Religion

Methodist-affiliated conference promotes hate as a hobby

Noam Chomsky (pictured) was among the Israel-bashers who spoke at a Methodist-affiliated conference in Lexington, Mass. Credit: Duncan Rawlinson via Wikimedia Commons.
Noam Chomsky (pictured) was among the Israel-bashers who spoke at a Methodist-affiliated conference in Lexington, Mass. Credit: Duncan Rawlinson via Wikimedia Commons.

People do all sorts of things with their leisure time. Some people read mystery novels or watch PBS. Others go to car shows or art museums. Some go to the gym or take their dogs on long walks. Others attend science fiction conventions wearing the costumes of their favorite fictional characters. There’s even a group of retired baby-boomers who travel across the country (and sometimes to Israel) to hear stories of Jews behaving badly.

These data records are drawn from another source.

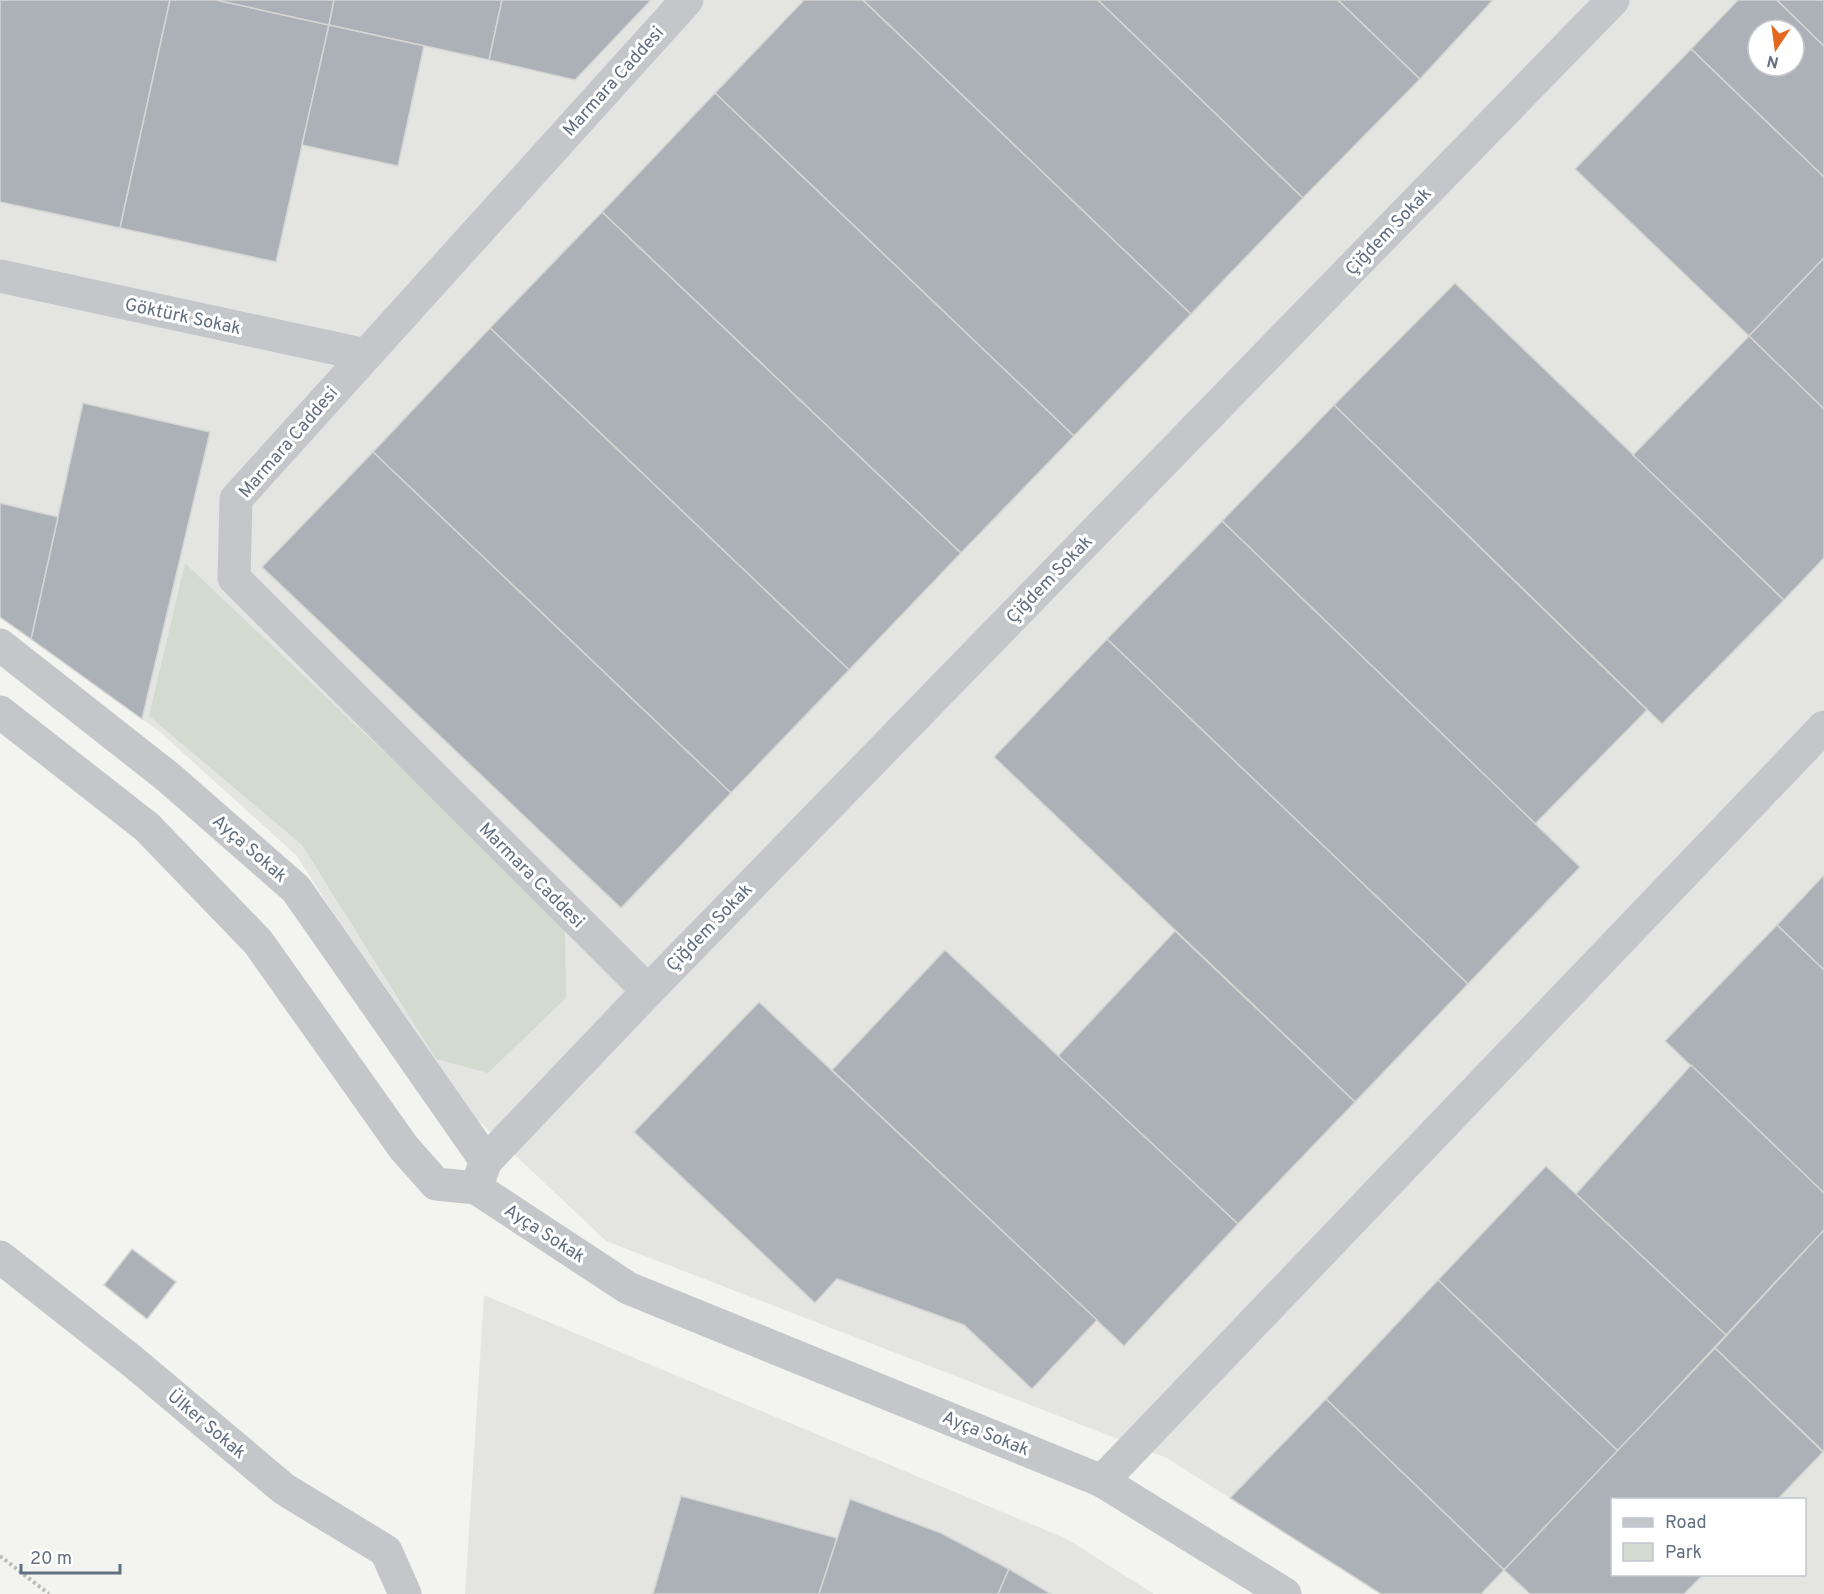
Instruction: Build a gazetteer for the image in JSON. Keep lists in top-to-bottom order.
{
  "streets": {
    "street": [
      "Marmara Caddesi",
      "Çiğdem Sokak",
      "Göktürk Sokak",
      "Ayça Sokak",
      "Ülker Sokak"
    ]
  },
  "crossings": [
    ["Marmara Caddesi", "Çiğdem Sokak"],
    ["Marmara Caddesi", "Göktürk Sokak"],
    ["Çiğdem Sokak", "Ayça Sokak"]
  ],
  "legend": ["Road", "Park"],
  "scale_bar": "20 m",
  "north": "bottom"
}
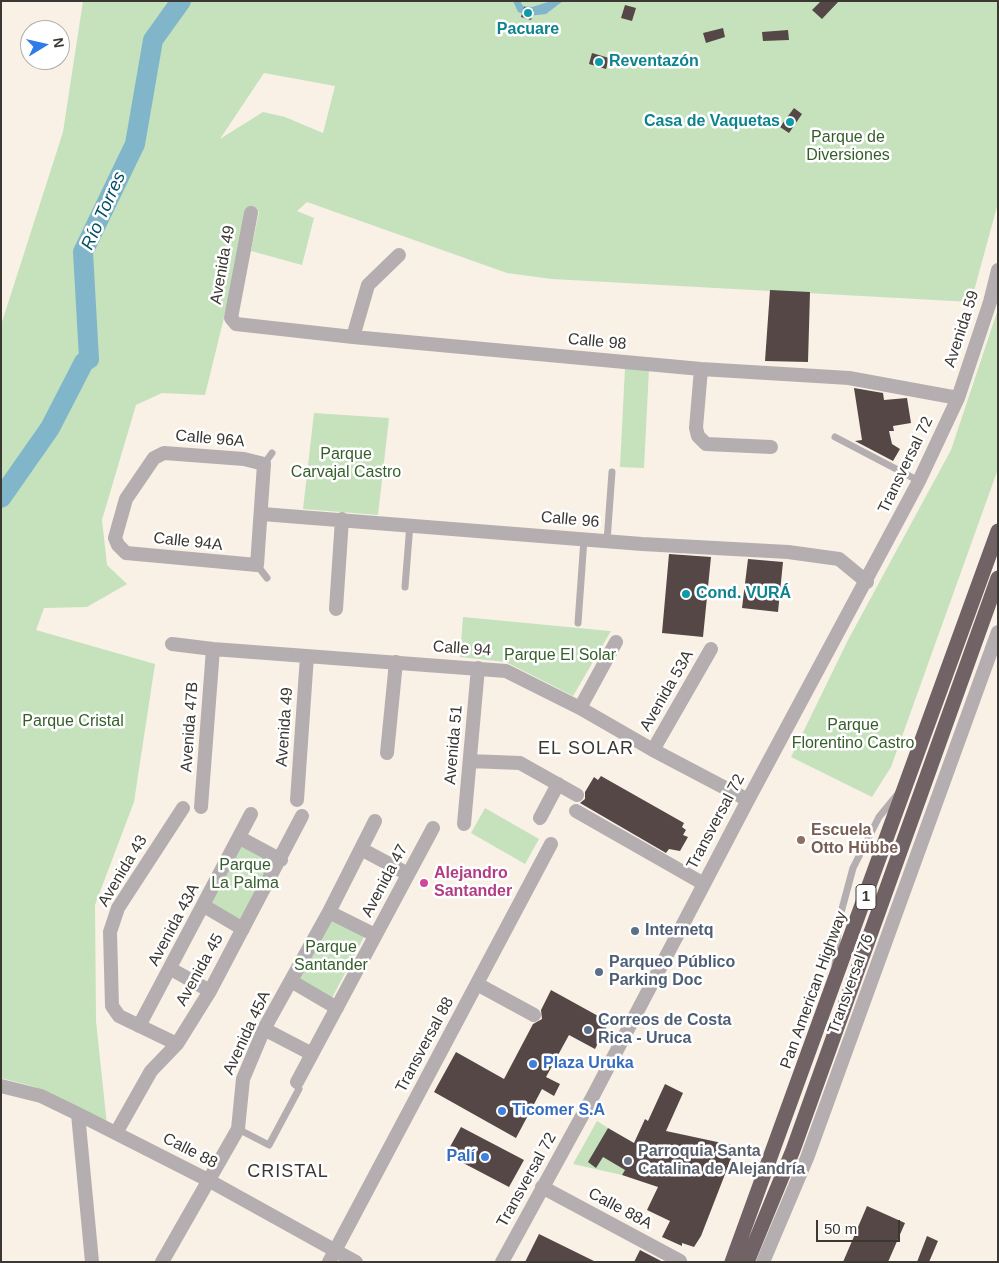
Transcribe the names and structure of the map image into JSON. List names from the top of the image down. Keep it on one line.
{"streets":{"highway":["1","Pan American Highway"],"street":["Avenida 49","Avenida 59","Calle 98","Calle 96A","Transversal 72","Calle 96","Calle 94A","Calle 94","Avenida 53A","Avenida 47B","Avenida 51","Avenida 43","Avenida 47","Avenida 43A","Avenida 45","Transversal 76","Avenida 45A","Transversal 88","Calle 88","Calle 88A"]},"crossings":[["Avenida 49","Calle 98"],["Avenida 49","Calle 94"],["Avenida 59","Calle 98"],["Avenida 59","Transversal 72"],["Calle 98","Transversal 72"],["Calle 96A","Calle 96"],["Calle 96A","Calle 94A"],["Transversal 72","Calle 96"],["Transversal 72","Calle 94"],["Transversal 72","Calle 88A"],["Calle 94","Avenida 53A"],["Calle 94","Avenida 47B"],["Calle 94","Avenida 51"],["Avenida 43","Avenida 43A"],["Avenida 45","Calle 88"],["Avenida 45A","Calle 88"],["Transversal 88","Calle 88"]],"districts":["EL SOLAR","CRISTAL"],"water":["Río Torres"],"parks":["Parque de Diversiones","Parque Carvajal Castro","Parque El Solar","Parque Cristal","Parque Florentino Castro","Parque La Palma","Parque Santander"],"places":["Pacuare","Reventazón","Casa de Vaquetas","Cond. VURÁ","Escuela Otto Hübbe","Alejandro Santander","Internetq","Parqueo Público Parking Doc","Correos de Costa Rica - Uruca","Plaza Uruka","Ticomer S.A","Palí","Parroquia Santa Catalina de Alejandría"],"scale_bar":"50 m","north":"right"}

That’s what about 100 Christians, most of them in their late 50s and 60s, did for three days last week at the United Methodist Church in Lexington, Mass. They attended a conference organized by Rev. Dr. Peter Miano, a Methodist pastor and executive director of the Massachusetts-based Society for Biblical Studies. At the opening of the conference, which began Sept. 17, about 100 people showed up to hear Noam Chomsky, a retired linguistics professor from the Massachusetts Institute of Technology, rail against American exceptionalism.

On the second day, about 80 people heard Miano declare that nationalism, Jewish nationalism especially, is a bad thing. Miano who, under questioning, admitted that Palestinian nationalism is also problematic, also told attendees that modern-day Jews have a tenuous connection to the Israelites described in both the Christian and Jewish scriptures. (Judaism is only mentioned once in the Bible, he said.) With this line of reasoning, Miano suggested modern-day Jews don’t really have a legitimate claim to the land of Israel, even if they did endure a lot of suffering during the Holocaust.

After Miano spoke, Jean Zaru, a Palestinian Christian from the West Bank, tried to portray the uprising against the British in 1936 in Mandatory Palestine—which witnessed the death of 80 Jews during riots precipitated by an anti-Jewish boycott—as an example of Palestinian non-violence.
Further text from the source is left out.